Un moment d’adaptation - Nicole Banowetz, (Denver, Colorado, 2021)
Nicole Banowetz creates inflatable sculptures with installation or performative deployment. Imbued with a certain vitality, these organic proliferations evoke the animal, vegetable, mineral, and bacterial worlds. Banowetz's works have been exhibited at the Biennial of the Americas (USA), the Baltic Gallery of Contemporary Art (Poland), and the National Center for Contemporary Arts (Russia).
Namus Pamus - Gaspard Combes (Arles, France, 2022)
Gaspard Combes creates sculptures intended for the public space and the natural environment. Putting forward organic aesthetics of erosion and entropy, his works surpass and relativize the human scale. He has participated, among others, in the Festival des Arts Éphémères in Marseille, France, and in the outdoor sculpture exhibition Ailyos in Leysin, Switzerland.
Pas encore mon histoire - Vincent Olinet (Paris, France, 2022)
Vincent Olinet's work oscillates between the marvels of the imagination and the disillusions of reality. It uses popular imagery for its strong metaphorical power. His works have toured biennials in Japan, China and Sweden, in addition to being included in Voyage à Nantes and Nuit Blanche in Paris, France.
Meditations on Earthly Materials and Temperatures - Mia Feuer (Winnipeg, Canada, 2022)

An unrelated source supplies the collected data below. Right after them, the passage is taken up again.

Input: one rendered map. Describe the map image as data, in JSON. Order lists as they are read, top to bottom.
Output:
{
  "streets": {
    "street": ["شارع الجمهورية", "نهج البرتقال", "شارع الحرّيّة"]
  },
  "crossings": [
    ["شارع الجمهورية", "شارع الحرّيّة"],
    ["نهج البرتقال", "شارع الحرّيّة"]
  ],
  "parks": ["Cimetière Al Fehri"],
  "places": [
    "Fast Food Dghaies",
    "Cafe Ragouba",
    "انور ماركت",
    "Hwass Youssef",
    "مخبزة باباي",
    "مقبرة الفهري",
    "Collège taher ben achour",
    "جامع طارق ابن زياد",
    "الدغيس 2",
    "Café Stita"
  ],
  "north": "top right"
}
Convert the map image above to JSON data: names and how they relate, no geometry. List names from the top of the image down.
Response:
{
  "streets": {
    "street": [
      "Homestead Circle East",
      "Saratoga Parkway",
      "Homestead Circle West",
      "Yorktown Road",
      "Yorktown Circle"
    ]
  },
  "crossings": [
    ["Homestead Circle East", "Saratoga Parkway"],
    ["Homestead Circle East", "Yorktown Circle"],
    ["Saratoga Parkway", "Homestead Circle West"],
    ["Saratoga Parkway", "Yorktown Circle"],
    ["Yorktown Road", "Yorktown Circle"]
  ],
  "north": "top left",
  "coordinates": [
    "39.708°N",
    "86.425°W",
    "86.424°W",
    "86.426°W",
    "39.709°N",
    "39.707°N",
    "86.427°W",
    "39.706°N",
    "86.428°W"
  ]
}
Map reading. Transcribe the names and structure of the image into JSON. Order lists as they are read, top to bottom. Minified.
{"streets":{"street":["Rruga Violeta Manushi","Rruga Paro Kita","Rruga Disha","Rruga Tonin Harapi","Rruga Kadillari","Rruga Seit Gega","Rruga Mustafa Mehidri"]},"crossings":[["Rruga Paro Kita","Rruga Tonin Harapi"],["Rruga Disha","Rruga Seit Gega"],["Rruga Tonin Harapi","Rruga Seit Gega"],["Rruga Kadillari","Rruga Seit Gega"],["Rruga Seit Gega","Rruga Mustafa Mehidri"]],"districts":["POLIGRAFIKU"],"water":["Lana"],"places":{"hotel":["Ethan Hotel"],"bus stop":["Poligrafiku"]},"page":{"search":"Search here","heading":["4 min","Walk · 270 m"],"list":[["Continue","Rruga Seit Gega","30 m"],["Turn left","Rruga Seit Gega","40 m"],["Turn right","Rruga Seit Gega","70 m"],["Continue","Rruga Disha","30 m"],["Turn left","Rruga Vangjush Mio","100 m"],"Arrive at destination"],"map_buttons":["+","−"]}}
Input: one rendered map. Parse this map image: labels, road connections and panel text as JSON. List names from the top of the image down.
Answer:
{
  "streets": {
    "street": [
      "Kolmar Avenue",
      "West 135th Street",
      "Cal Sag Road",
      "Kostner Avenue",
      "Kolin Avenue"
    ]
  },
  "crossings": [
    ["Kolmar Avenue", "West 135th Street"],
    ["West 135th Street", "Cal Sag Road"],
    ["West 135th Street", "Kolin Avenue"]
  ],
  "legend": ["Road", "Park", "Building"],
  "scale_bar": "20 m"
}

Valorization of heritage: The zamboni is a mythical object evoking Quebec's intangible heritage. Hockey has been celebrated in Quebec and Canada for decades and recognized as a cultural practice inherent to the national identity. The Canadian daughter of a goalkeeper from the Jewish Hockey League in Winnipeg, Mia Feuer manipulates emblematic objects of Nordic identity, like sleds, ice rinks, hockey equipment. Mia Feuer also examines the history and future of synthetic materials in a committed approach. The exploitation of the natural world embodies for her the wounds of colonialism and patriarchy. Her work has been exhibited internationally and she teaches sculpture at the California College of the Arts in San Francisco.
Jeux interdits - Eva Clouard (Paris, France, 2022)
Eva Clouard diverts everyday objects and words to generate both sensory and conceptual discrepancies. The paradoxical shapes and improbable discrepancies lightly underline the absurdity of our lifestyles. She participated in collective events Art Souterrain in Montreal, Partcours-Parkunst in Brussels and La Quinzaine radieuse in Paris.